- **PROBLEM REQUIREMENTS**
Go through the entries below line by line and tally those holding "water"; write only the tally.

- **PROVIDED DATA**
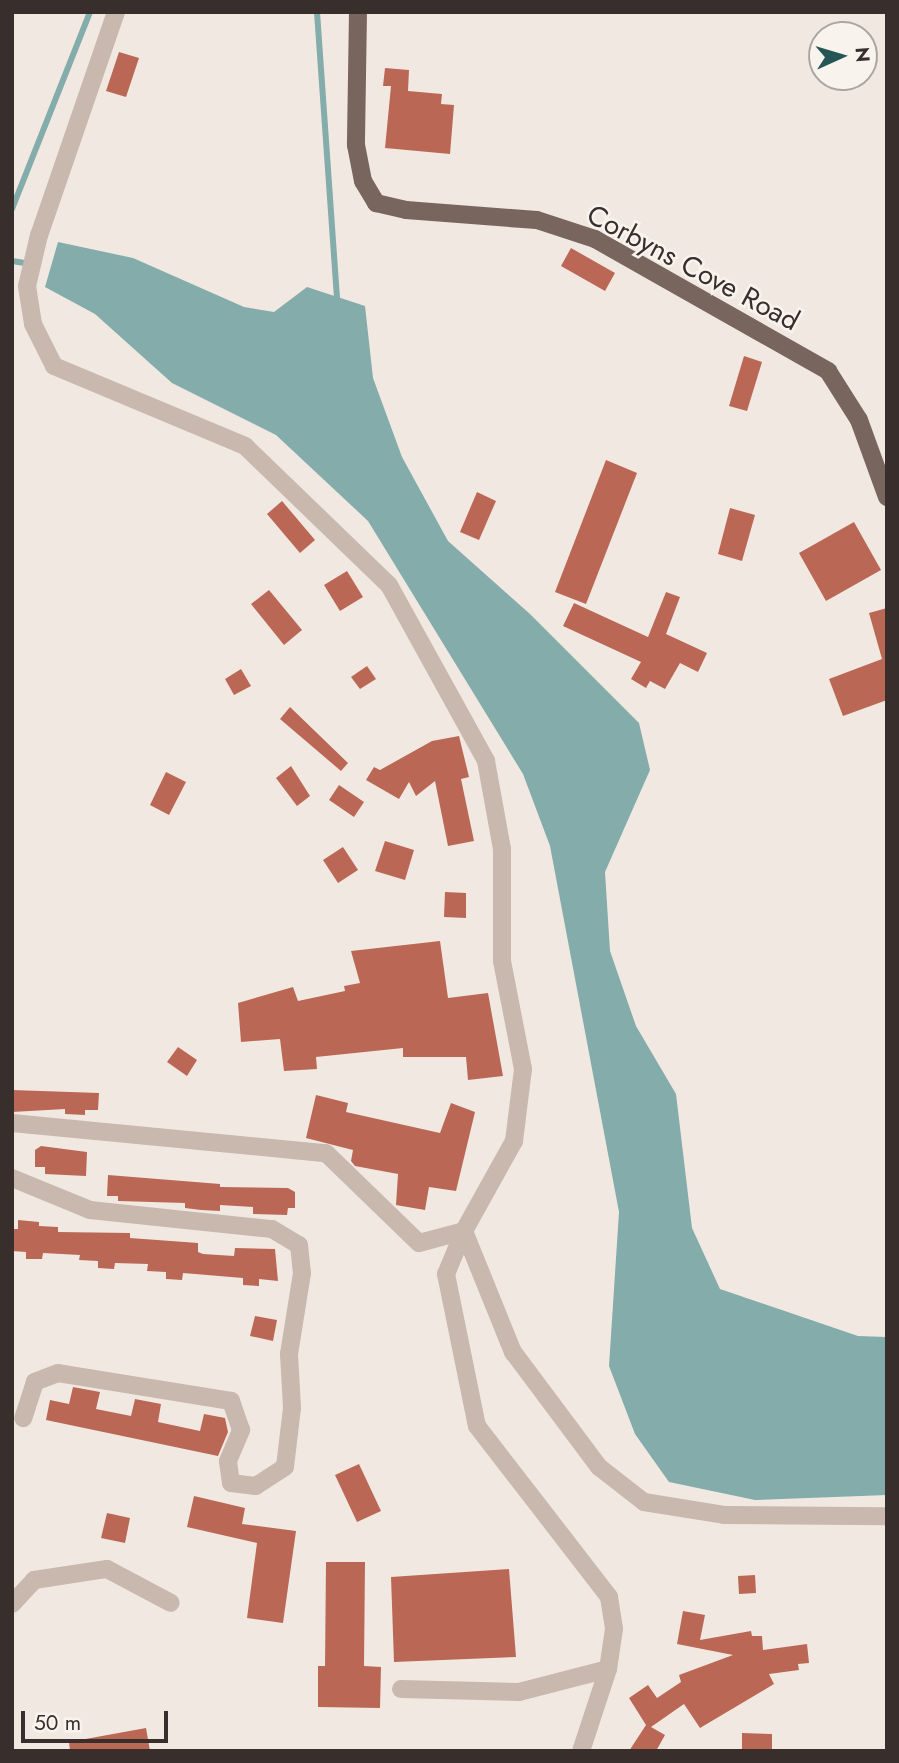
<!DOCTYPE html>
<html>
<head>
<meta charset="utf-8">
<style>
  body { margin:0 }
  #map { position:relative; width:899px; height:1763px; overflow:hidden; background:#f1e9e1; font-family:Jost,sans-serif }
  div>[style] { position:absolute }
  .water>* { inset:0; background:#83acab }
  .stream>* { height:6px; margin:-3px; padding:0 3px; transform-origin:3px; border-radius:3px; background:#83acab }
  .building>* { inset:0; background:#bb6756 }
  .minor>* { height:18px; margin:-9px; padding:0 9px; transform-origin:9px; border-radius:9px; background:#c9b8ae }
  .major>* { height:18px; margin:-9px; padding:0 9px; transform-origin:9px; border-radius:9px; background:#78655e }
  span { translate:-50% -50%; white-space:nowrap; text-align:center; line-height:1.15; -webkit-text-stroke:5px #f9f3ee; paint-order:stroke }
  .street-label { font-size:28px; color:#382f2c }
  .frame { position:absolute; inset:0; border:14px solid #382f2c; pointer-events:none }
  .north { position:absolute; left:808px; top:21px; width:70px; height:70px; box-sizing:border-box; background:#f9f3ee; border:2px solid #aca5a0; border-radius:50%; rotate:86deg; font-size:19px; font-weight:700; line-height:28px; text-align:center; color:#382f2c }
  .north::after { content:''; display:block; margin:auto; width:24px; height:32px; background:#255656; clip-path:polygon(50% 0,100% 100%,50% 72%,0 100%) }
  .scale { position:absolute; left:21px; top:1711px; width:147px; height:32px; box-sizing:border-box; border:4px solid #382f2c; border-top:0; padding-left:9px; font-size:21px; line-height:24px; white-space:nowrap; color:#382f2c; -webkit-text-stroke:5px #f9f3ee; paint-order:stroke }
</style>
</head>
<body>
<div id="map">
  <div class="water">
    <div style="clip-path:polygon(58px 242px,133px 258px,244px 307px,274px 312px,307px 287px,365px 306px,373px 378px,402px 457px,448px 541px,530px 614px,639px 723px,650px 770px,605px 872px,610px 951px,636px 1026px,676px 1094px,692px 1228px,720px 1289px,858px 1336px,887px 1337px,887px 1495px,755px 1500px,669px 1482px,635px 1434px,609px 1366px,619px 1212px,550px 846px,523px 774px,368px 521px,276px 435px,172px 383px,95px 314px,45px 287px)"></div>
  </div>
  <div class="stream">
    <div style="left:317px;top:12px;width:286px;rotate:86deg"></div>
    <div style="left:12px;top:209px;width:212px;rotate:-68.4deg"></div>
    <div style="left:12px;top:261px;width:13px;rotate:9deg"></div>
  </div>
  <div class="building">
    <div style="clip-path:polygon(119px 52px,139px 58px,126px 97px,106px 91px)"></div>
    <div style="clip-path:polygon(385px 68px,409px 70px,408px 91px,442px 94px,441px 104px,454px 105px,450px 154px,385px 148px,391px 86px,383px 86px)"></div>
    <div style="clip-path:polygon(571px 248px,615px 273px,605px 291px,561px 266px)"></div>
    <div style="clip-path:polygon(744px 356px,762px 362px,747px 411px,729px 406px)"></div>
    <div style="clip-path:polygon(606px 460px,637px 473px,586px 604px,555px 592px)"></div>
    <div style="clip-path:polygon(477px 492px,496px 501px,479px 540px,460px 532px)"></div>
    <div style="clip-path:polygon(282px 501px,315px 540px,300px 553px,267px 514px)"></div>
    <div style="clip-path:polygon(730px 508px,755px 515px,742px 561px,718px 554px)"></div>
    <div style="clip-path:polygon(854px 522px,881px 570px,826px 601px,799px 553px)"></div>
    <div style="clip-path:polygon(347px 571px,363px 597px,340px 611px,324px 585px)"></div>
    <div style="clip-path:polygon(269px 590px,302px 630px,284px 645px,251px 604px)"></div>
    <div style="clip-path:polygon(666px 592px,680px 597px,666px 634px,707px 653px,698px 672px,680px 663px,665px 689px,650px 681px,646px 688px,631px 679px,641px 662px,563px 626px,574px 603px,648px 637px)"></div>
    <div style="clip-path:polygon(887px 608px,887px 700px,843px 716px,829px 679px,882px 659px,869px 613px)"></div>
    <div style="clip-path:polygon(367px 666px,376px 679px,360px 689px,351px 677px)"></div>
    <div style="clip-path:polygon(241px 669px,251px 686px,234px 695px,225px 679px)"></div>
    <div style="clip-path:polygon(290px 707px,348px 763px,341px 771px,280px 719px)"></div>
    <div style="clip-path:polygon(459px 736px,469px 777px,461px 779px,474px 841px,448px 846px,435px 781px,416px 796px,409px 782px,399px 799px,366px 780px,374px 767px,380px 770px,432px 741px)"></div>
    <div style="clip-path:polygon(291px 766px,310px 796px,297px 806px,276px 778px)"></div>
    <div style="clip-path:polygon(166px 772px,186px 782px,169px 815px,150px 805px)"></div>
    <div style="clip-path:polygon(339px 785px,364px 802px,354px 817px,329px 800px)"></div>
    <div style="clip-path:polygon(385px 841px,414px 850px,405px 880px,375px 871px)"></div>
    <div style="clip-path:polygon(343px 847px,358px 870px,338px 883px,323px 860px)"></div>
    <div style="clip-path:polygon(445px 892px,466px 893px,466px 918px,444px 917px)"></div>
    <div style="clip-path:polygon(440px 941px,448px 998px,488px 993px,503px 1076px,468px 1080px,466px 1057px,403px 1057px,403px 1048px,316px 1057px,317px 1069px,284px 1071px,280px 1039px,241px 1042px,238px 1003px,293px 987px,298px 1001px,345px 991px,344px 986px,360px 983px,351px 951px)"></div>
    <div style="clip-path:polygon(178px 1047px,197px 1060px,187px 1076px,167px 1062px)"></div>
    <div style="clip-path:polygon(12px 1090px,99px 1093px,98px 1110px,85px 1110px,85px 1115px,65px 1114px,65px 1109px,12px 1112px)"></div>
    <div style="clip-path:polygon(316px 1095px,348px 1103px,346px 1112px,440px 1133px,451px 1103px,475px 1112px,456px 1191px,429px 1187px,425px 1210px,396px 1205px,398px 1174px,355px 1166px,351px 1161px,353px 1150px,306px 1138px)"></div>
    <div style="clip-path:polygon(41px 1146px,87px 1152px,86px 1176px,45px 1174px,45px 1167px,35px 1167px,35px 1150px)"></div>
    <div style="clip-path:polygon(108px 1175px,220px 1184px,220px 1187px,288px 1188px,295px 1192px,295px 1208px,288px 1208px,287px 1215px,253px 1214px,253px 1207px,220px 1205px,220px 1211px,201px 1210px,185px 1208px,185px 1203px,118px 1201px,118px 1196px,107px 1196px)"></div>
    <div style="clip-path:polygon(18px 1220px,39px 1222px,39px 1226px,58px 1227px,58px 1232px,130px 1233px,130px 1238px,198px 1243px,198px 1252px,203px 1254px,234px 1256px,235px 1248px,275px 1249px,278px 1281px,259px 1279px,259px 1286px,243px 1285px,243px 1278px,183px 1273px,182px 1280px,166px 1279px,166px 1272px,147px 1271px,148px 1264px,115px 1263px,114px 1269px,98px 1268px,98px 1261px,79px 1260px,80px 1255px,43px 1253px,42px 1259px,26px 1259px,26px 1252px,12px 1251px,12px 1229px,18px 1229px)"></div>
    <div style="clip-path:polygon(255px 1316px,277px 1320px,273px 1341px,250px 1336px)"></div>
    <div style="clip-path:polygon(73px 1387px,100px 1392px,96px 1409px,131px 1416px,135px 1399px,161px 1404px,158px 1422px,200px 1431px,204px 1414px,225px 1418px,228px 1432px,218px 1456px,46px 1420px,50px 1400px,69px 1404px)"></div>
    <div style="clip-path:polygon(359px 1464px,381px 1511px,357px 1522px,335px 1475px)"></div>
    <div style="clip-path:polygon(194px 1496px,245px 1508px,242px 1524px,296px 1531px,283px 1623px,247px 1618px,257px 1543px,187px 1527px)"></div>
    <div style="clip-path:polygon(107px 1513px,130px 1518px,125px 1543px,101px 1538px)"></div>
    <div style="clip-path:polygon(326px 1562px,365px 1562px,364px 1666px,381px 1667px,380px 1708px,318px 1707px,318px 1666px,325px 1666px)"></div>
    <div style="clip-path:polygon(509px 1569px,516px 1657px,394px 1662px,391px 1577px)"></div>
    <div style="clip-path:polygon(755px 1575px,756px 1593px,739px 1594px,738px 1576px)"></div>
    <div style="clip-path:polygon(683px 1611px,705px 1615px,700px 1640px,751px 1631px,752px 1636px,762px 1636px,763px 1650px,807px 1644px,809px 1663px,798px 1664px,799px 1670px,769px 1674px,774px 1684px,700px 1728px,684px 1704px,651px 1727px,665px 1735px,656px 1751px,629px 1751px,646px 1725px,629px 1698px,648px 1685px,657px 1698px,681px 1682px,679px 1675px,733px 1655px,677px 1644px)"></div>
    <div style="clip-path:polygon(146px 1728px,150px 1751px,70px 1751px,69px 1742px)"></div>
    <div style="clip-path:polygon(742px 1733px,772px 1734px,772px 1751px,742px 1751px)"></div>
  </div>
  <div class="minor">
    <div style="left:116px;top:12px;width:236px;rotate:109deg"></div>
    <div style="left:39px;top:235px;width:52px;rotate:103.2deg"></div>
    <div style="left:27px;top:286px;width:38px;rotate:81deg"></div>
    <div style="left:33px;top:324px;width:47px;rotate:63.4deg"></div>
    <div style="left:54px;top:366px;width:207px;rotate:22.7deg"></div>
    <div style="left:245px;top:446px;width:200px;rotate:44deg"></div>
    <div style="left:389px;top:585px;width:201px;rotate:61.1deg"></div>
    <div style="left:486px;top:761px;width:89px;rotate:79.7deg"></div>
    <div style="left:502px;top:849px;width:112px;rotate:90deg"></div>
    <div style="left:502px;top:961px;width:110px;rotate:79deg"></div>
    <div style="left:523px;top:1069px;width:73px;rotate:97.1deg"></div>
    <div style="left:514px;top:1141px;width:103px;rotate:119.1deg"></div>
    <div style="left:464px;top:1231px;width:131px;rotate:68deg"></div>
    <div style="left:513px;top:1352px;width:144px;rotate:53.2deg"></div>
    <div style="left:599px;top:1467px;width:57px;rotate:37.9deg"></div>
    <div style="left:644px;top:1502px;width:81px;rotate:9.2deg"></div>
    <div style="left:724px;top:1515px;width:163px;rotate:0.4deg"></div>
    <div style="left:12px;top:1123px;width:315px;rotate:5.5deg"></div>
    <div style="left:326px;top:1153px;width:129px;rotate:44.1deg"></div>
    <div style="left:419px;top:1243px;width:47px;rotate:-14.9deg"></div>
    <div style="left:464px;top:1231px;width:47px;rotate:112.7deg"></div>
    <div style="left:446px;top:1274px;width:155px;rotate:78.5deg"></div>
    <div style="left:477px;top:1426px;width:216px;rotate:52.3deg"></div>
    <div style="left:609px;top:1597px;width:32px;rotate:81deg"></div>
    <div style="left:614px;top:1629px;width:40px;rotate:98.5deg"></div>
    <div style="left:608px;top:1669px;width:86px;rotate:108.2deg"></div>
    <div style="left:12px;top:1178px;width:84px;rotate:22.3deg"></div>
    <div style="left:90px;top:1210px;width:183px;rotate:6deg"></div>
    <div style="left:272px;top:1229px;width:31px;rotate:31deg"></div>
    <div style="left:299px;top:1245px;width:28px;rotate:84deg"></div>
    <div style="left:302px;top:1273px;width:82px;rotate:99.1deg"></div>
    <div style="left:289px;top:1354px;width:54px;rotate:86.8deg"></div>
    <div style="left:292px;top:1408px;width:59px;rotate:96.8deg"></div>
    <div style="left:285px;top:1467px;width:35px;rotate:147deg"></div>
    <div style="left:256px;top:1486px;width:25px;rotate:-173deg"></div>
    <div style="left:231px;top:1483px;width:22px;rotate:-98deg"></div>
    <div style="left:228px;top:1461px;width:34px;rotate:-67deg"></div>
    <div style="left:241px;top:1430px;width:31px;rotate:-109deg"></div>
    <div style="left:231px;top:1401px;width:175px;rotate:-170.8deg"></div>
    <div style="left:58px;top:1373px;width:25px;rotate:159deg"></div>
    <div style="left:35px;top:1382px;width:38px;rotate:108deg"></div>
    <div style="left:12px;top:1604px;width:33px;rotate:-47deg"></div>
    <div style="left:34px;top:1580px;width:74px;rotate:-8.6deg"></div>
    <div style="left:107px;top:1569px;width:72px;rotate:28deg"></div>
    <div style="left:401px;top:1689px;width:118px;rotate:1.5deg"></div>
    <div style="left:519px;top:1692px;width:92px;rotate:-14.5deg"></div>
  </div>
  <div class="major">
    <div style="left:358px;top:12px;width:133px;rotate:90.9deg"></div>
    <div style="left:356px;top:145px;width:37px;rotate:79deg"></div>
    <div style="left:363px;top:181px;width:26px;rotate:59deg"></div>
    <div style="left:376px;top:203px;width:31px;rotate:13deg"></div>
    <div style="left:406px;top:210px;width:131px;rotate:4.4deg"></div>
    <div style="left:537px;top:220px;width:61px;rotate:18.1deg"></div>
    <div style="left:595px;top:239px;width:268px;rotate:29.5deg"></div>
    <div style="left:828px;top:371px;width:58px;rotate:57.7deg"></div>
    <div style="left:859px;top:420px;width:82px;rotate:70deg"></div>
  </div>
  <div class="street-label">
    <span style="left:693px;top:268px;rotate:28deg">Corbyns Cove Road</span>
  </div>
  <div class="frame"></div>
  <div class="north">N</div>
  <div class="scale">50 m</div>
</div>
</body>
</html>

- **REPLY**
2